Puissance exportatrice
Mais depuis les années 2010, la dynamique agricole s’est enrayée. Dans le rapport sénatorial de septembre 2022, "Compétitivité de la ferme France", les sénateurs auteurs du rapport constatent un progressif affaissement de la production et des exportations françaises. De deuxième exportateur mondial dans les années 1990, la France est descendue à la sixième place en 2015, dépassée par les Pays-Bas, l’Allemagne, la Chine et le Brésil. Ses parts de marché sont passées de 11 % en 1990 à moins de 5 % en 2021. L’Union européenne peut avoir ses parts de responsabilités dans l’étouffement du secteur agricole français et son déclassement, mais les normes de l’UE s’appliquent aussi à l’Allemagne et aux Pays-Bas, qui connaissent pourtant une croissance faisant qu’ils ont dépassé la France. S’il y a des responsabilités externes à ce déclassement, les facteurs internes sont réels et doivent être traités.
Toujours selon les données de ce rapport sénatorial, les exportations agricoles et agroalimentaires françaises se sont montées à 70 milliards d’euros en 2021, soit 1,8 fois plus qu’en 2000. Il y a donc une croissance en vingt ans, mais une croissance insuffisante pour éviter de se faire doubler par les voisins européens. Les exportations se font pour 50 % vers des pays de l’UE et pour 50 % vers des pays hors UE, cette catégorie étant en croissance quand la part UE décroît. Les principaux clients de la France sont la Belgique, l’Allemagne, les États-Unis, l’Italie, le Royaume-Uni (même après le Brexit), l’Espagne, la Chine et les Pays-Bas. Parmi ces huit pays, six ont une frontière directe avec la France, preuve que les exportations se font principalement dans l’horizon proche.
Quant aux importations, elles viennent essentiellement d’Espagne, du Benelux, d’Allemagne, d’Italie, du Royaume-Uni, de Pologne, de Suisse et du Maroc. Là aussi des pays proches, avec la particularité de la Suisse, qui s’impose comme un grand pays agricole.
Le vin et le bois
Le ministère de l’Agriculture fournit d’utiles données sur les exportations des secteurs agricoles. En 2022, ce sont les vins et les spiritueux qui exportent le plus avec 19 297 millions €. Puis viennent le secteur des bois et dérivés (12 852 M€), les céréales (11 974 M€), les produits d’épicerie (10 913 M€). Ces quatre secteurs représentent 56,8 % du montant des exportations agricoles françaises, la viande et les fruits et légumes arrivant en 6e et 7e position.

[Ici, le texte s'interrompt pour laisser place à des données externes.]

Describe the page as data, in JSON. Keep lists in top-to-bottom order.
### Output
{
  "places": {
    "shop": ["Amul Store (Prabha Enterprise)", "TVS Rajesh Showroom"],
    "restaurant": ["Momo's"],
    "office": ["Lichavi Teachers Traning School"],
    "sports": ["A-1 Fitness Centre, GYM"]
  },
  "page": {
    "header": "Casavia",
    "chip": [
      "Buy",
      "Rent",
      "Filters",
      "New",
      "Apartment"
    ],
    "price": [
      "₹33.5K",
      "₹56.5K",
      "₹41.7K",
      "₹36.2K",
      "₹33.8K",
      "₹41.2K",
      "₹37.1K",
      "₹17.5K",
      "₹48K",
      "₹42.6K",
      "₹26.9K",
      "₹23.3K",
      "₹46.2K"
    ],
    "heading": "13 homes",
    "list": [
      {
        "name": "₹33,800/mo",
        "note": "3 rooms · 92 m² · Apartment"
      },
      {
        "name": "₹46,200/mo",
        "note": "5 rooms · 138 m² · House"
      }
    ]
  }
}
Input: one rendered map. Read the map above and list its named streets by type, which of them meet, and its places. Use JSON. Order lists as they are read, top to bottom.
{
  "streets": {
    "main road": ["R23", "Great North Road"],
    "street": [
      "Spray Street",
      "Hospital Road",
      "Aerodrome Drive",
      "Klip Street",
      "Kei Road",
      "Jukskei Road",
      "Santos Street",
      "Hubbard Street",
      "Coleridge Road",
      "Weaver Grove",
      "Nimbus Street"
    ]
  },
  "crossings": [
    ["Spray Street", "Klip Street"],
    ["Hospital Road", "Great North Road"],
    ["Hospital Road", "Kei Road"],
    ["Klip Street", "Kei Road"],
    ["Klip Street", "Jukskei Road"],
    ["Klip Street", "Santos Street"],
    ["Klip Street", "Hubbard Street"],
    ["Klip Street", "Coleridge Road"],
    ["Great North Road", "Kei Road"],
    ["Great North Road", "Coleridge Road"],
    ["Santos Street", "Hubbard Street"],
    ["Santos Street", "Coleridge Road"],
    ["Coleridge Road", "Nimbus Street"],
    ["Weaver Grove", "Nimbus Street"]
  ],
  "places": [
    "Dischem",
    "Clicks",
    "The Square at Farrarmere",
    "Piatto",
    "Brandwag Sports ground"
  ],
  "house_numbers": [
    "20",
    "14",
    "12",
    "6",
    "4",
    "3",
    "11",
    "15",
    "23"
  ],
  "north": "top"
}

Si ces secteurs sont essentiels pour l’économie française et tout ce qui vit du sillage du monde agricole, ils sont bien évidemment essentiels surtout pour la survie de la population française. Il ne faudrait pas que les leçons ukrainiennes soient déjà oubliées, quand la fermeture des ports de la mer Noire, en bloquant l’exportation des céréales, a menacé de disette les pays africains. Aujourd’hui, ce sont les pays d’Asie, notamment le Vietnam et les Philippines, qui sont déstabilisés par la hausse du prix du riz et par la limitation des exportations rizicoles indiennes, qui fragilisent la chaîne alimentaire asiatique.
Il y aura toujours des importations de produits agricoles, mais si la France devenait trop dépendante des chaînes mondiales, elle se mettrait sous le joug potentiel d’une crise ou d’une guerre. Fermeture des ports de la mer Noire, blocage de la mer Rouge à la suite des attaques houthis, fragilisation du canal de Panama : les chaînes du commerce mondial sont fragiles et peuvent rapidement mettre sous tensions des pays qui se croyaient à l’abri.